Winter Skincare for All Generations
At Desjarlais Dermatology, our team treats patients of all ages, pediatrics to seniors. Every generation face skincare concerns during the Michigan winter months and we’re here to share tips to keep everyone comfortable and healthy.
Tips to Help Kids This Winter
Cold weather can be quite uncomfortable for children that live with eczema or have spells of dry skin. From temperatures to fabrics, the season can bring many triggers. Here are five ways you can help your young one adjust their daily routine for more comfort throughout the season:
#1 Adjust bath-time routines
Daily baths or showers aren’t necessary for children ages 6 to 11. Excessive bathing can increase water loss from the skin, worsening the dryness associated with eczema. To prevent that from happening, try these tub tips:
Bathe children only as needed for hygiene.
Shorten bathing to less than 10 minutes.
Use tepid temperatures, which are less irritating to the skin.
Pat skin dry (instead of rubbing) with a towel.
#2 Don't soap up
The soap you wash with may be part of the problem, and that 'squeaky-clean' feeling likely means you've removed too much moisture. Try:
Using a soap-free cleanser from face to toe that is less likely to strip skin of its protective natural oils. Dermatologists often recommend Cetaphil Gentle Skin Cleanser or Olay Complete Body Wash. Extra sensitive skin may benefit from Avene skincare products.

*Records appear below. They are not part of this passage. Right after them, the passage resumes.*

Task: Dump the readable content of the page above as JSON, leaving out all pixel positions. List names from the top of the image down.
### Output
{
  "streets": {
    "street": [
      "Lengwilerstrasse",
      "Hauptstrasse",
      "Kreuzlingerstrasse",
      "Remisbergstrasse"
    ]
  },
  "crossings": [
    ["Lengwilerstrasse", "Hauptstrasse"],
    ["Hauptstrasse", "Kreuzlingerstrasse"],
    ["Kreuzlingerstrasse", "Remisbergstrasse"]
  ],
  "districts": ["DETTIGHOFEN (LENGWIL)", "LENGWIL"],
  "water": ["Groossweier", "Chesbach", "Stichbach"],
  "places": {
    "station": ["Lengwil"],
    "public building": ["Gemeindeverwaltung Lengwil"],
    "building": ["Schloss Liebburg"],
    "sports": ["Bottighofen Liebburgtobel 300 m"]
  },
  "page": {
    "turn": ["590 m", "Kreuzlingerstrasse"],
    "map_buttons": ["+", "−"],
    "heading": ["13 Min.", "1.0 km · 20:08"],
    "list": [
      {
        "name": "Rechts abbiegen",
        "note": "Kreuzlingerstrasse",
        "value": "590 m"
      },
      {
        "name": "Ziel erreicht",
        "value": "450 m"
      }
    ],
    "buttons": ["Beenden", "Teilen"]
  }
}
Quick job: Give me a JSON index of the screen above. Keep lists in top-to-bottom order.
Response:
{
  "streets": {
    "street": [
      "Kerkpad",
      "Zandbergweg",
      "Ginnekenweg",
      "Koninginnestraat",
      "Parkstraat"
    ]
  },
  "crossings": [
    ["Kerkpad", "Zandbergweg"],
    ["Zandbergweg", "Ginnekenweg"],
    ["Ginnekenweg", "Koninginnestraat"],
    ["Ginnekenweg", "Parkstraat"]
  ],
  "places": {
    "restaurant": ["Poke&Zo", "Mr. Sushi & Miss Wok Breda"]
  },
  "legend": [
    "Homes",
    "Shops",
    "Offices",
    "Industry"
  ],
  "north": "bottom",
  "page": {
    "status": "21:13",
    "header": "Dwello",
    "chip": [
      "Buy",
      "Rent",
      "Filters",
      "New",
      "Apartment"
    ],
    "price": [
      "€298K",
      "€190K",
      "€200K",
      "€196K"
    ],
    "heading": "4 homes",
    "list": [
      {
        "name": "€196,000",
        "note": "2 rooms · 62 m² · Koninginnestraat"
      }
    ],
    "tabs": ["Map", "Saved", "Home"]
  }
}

Skipping bubble baths—the detergents in them further dry out skin.
Avoiding the use of deodorizing soap. The added scents can irritate sensitive skin.
Thick emollients, or moisturizers, are a must to combat dryness. Early moisturizing has been shown to decrease incidence of atopic dermatitis, presumably by protecting the skin barrier. Here are some moisturizing musts to note:
Use moisturizer liberally at least twice a day.

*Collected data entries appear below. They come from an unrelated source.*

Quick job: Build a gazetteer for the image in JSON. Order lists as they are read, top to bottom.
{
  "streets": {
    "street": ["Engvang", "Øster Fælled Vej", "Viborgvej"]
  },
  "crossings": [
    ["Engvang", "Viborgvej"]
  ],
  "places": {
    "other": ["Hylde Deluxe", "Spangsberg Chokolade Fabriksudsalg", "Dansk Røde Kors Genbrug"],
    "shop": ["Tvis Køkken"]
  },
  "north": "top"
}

Apply moisturizer from head to toe within three minutes of bathing when the skin is still damp to seal in moisture and help replenish skin hydration.

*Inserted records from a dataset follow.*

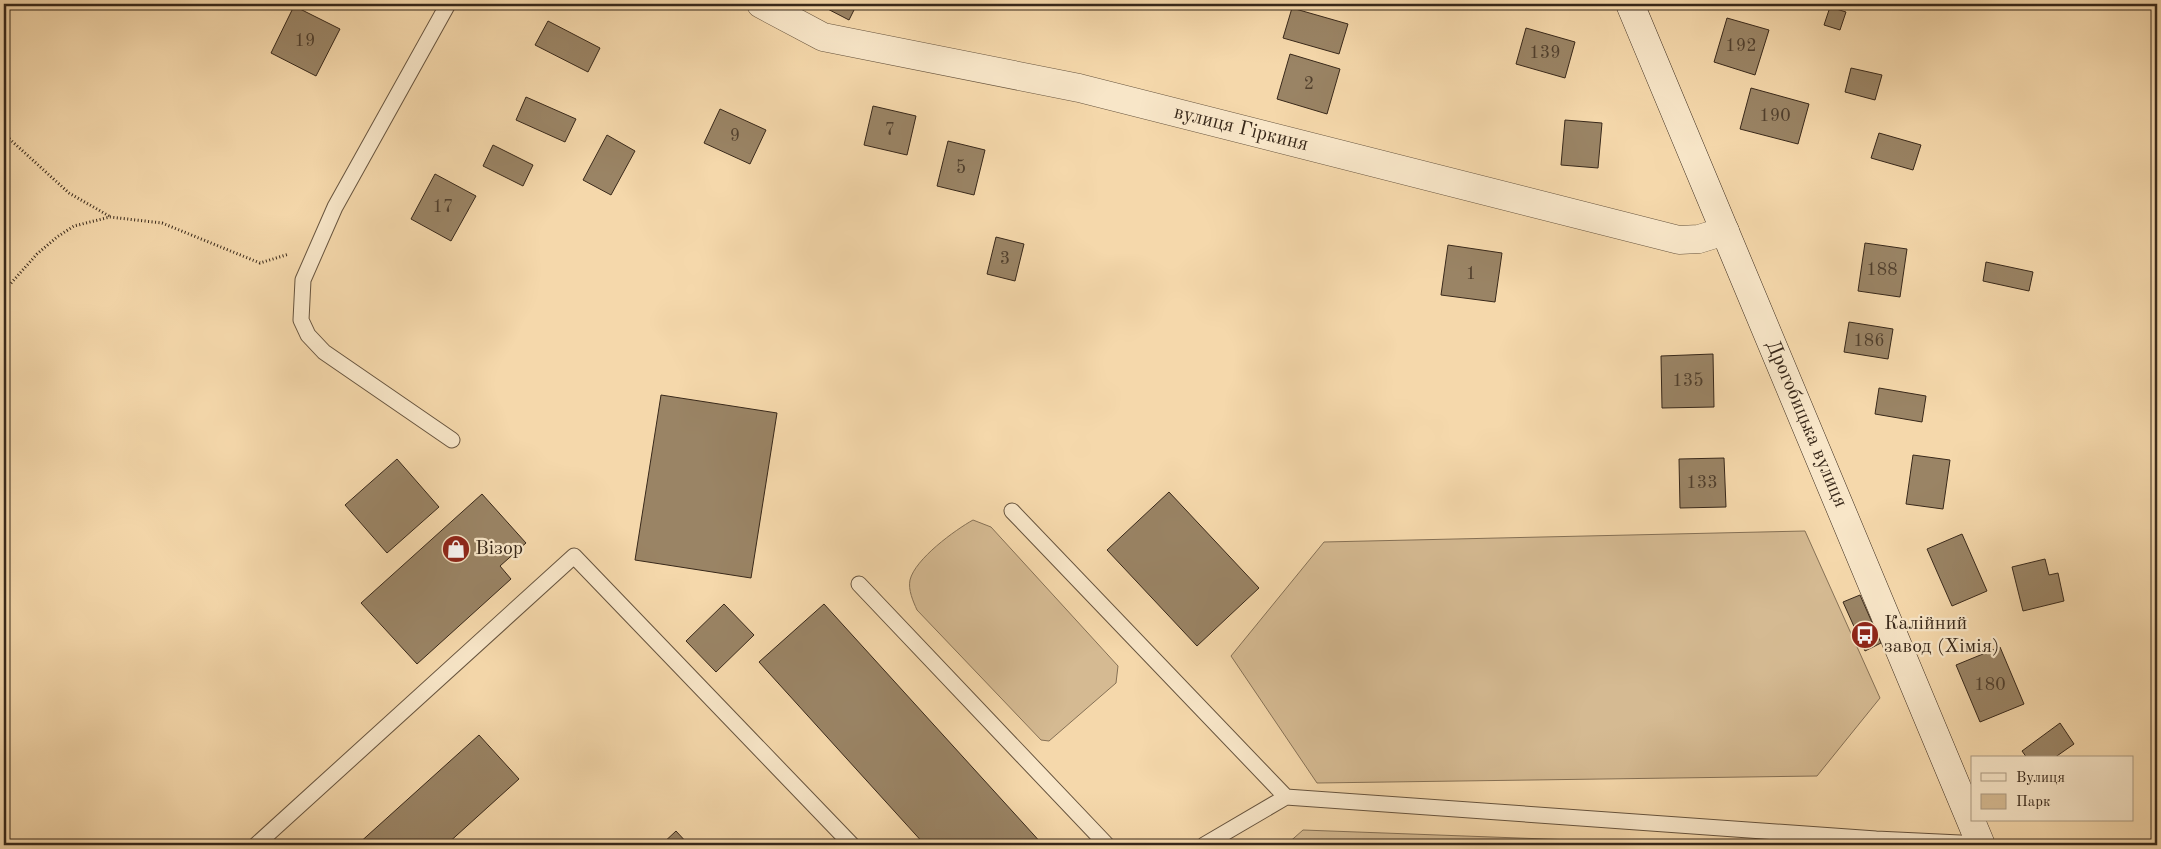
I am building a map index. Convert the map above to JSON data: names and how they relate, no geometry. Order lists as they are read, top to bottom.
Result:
{
  "streets": {
    "street": ["вулиця Гіркиня", "Дрогобицька вулиця"]
  },
  "crossings": [
    ["вулиця Гіркиня", "Дрогобицька вулиця"]
  ],
  "places": {
    "shop": ["Візор"],
    "bus stop": ["Калійний завод (Хімія)"]
  },
  "house_numbers": [
    "19",
    "192",
    "139",
    "2",
    "190",
    "7",
    "9",
    "5",
    "17",
    "3",
    "188",
    "1",
    "186",
    "135",
    "133",
    "180"
  ],
  "legend": ["Вулиця", "Парк"]
}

Use a scent-free product such as Avene's XeraCalm A.D. Lipid Replenishing Balm.
Your moisturizer ingredients are important. Preservative free is recommended for highly sensitive skin. Ceramides are important as well.
#4 Rethink clothes—and how to wash them
Fragranced products of any kind that come in contact with the skin can potentially cause an allergic reaction. Any residue left on clothing can also lead to skin irritation.
Don’t use fragranced detergents, fabric softeners, dryer sheets or antistatic sheets.
Always wash clothes before wearing to remove finishing chemicals such as formaldehyde, flame retardants and dyes that can trigger sensitivity or allergic skin reactions.
Opt for 100% cotton or silk clothing, mittens and hats as opposed to wool, which can be prickly, or polyester, which can cause sweating (another trigger for eczema).
#5 Talk to your doctor
Winter Skin Care Tips for Seniors
As we get older, our skin becomes thinner, drier and more fragile. Lifestyle factors, such as sun exposure, weight loss/gain, diet, stress and smoking, medications and chronic illnesses can also make these changes worse. Our epidermis is designed to keep the outside out and the inside in and protect us from germs and injuries. It also loses these abilities over time.
Harsh winter weather further compounds these problems, leaving older adults with itchy, irritated skin and certain types of rashes.
Follow these essential tips for protecting your skin in cold weather.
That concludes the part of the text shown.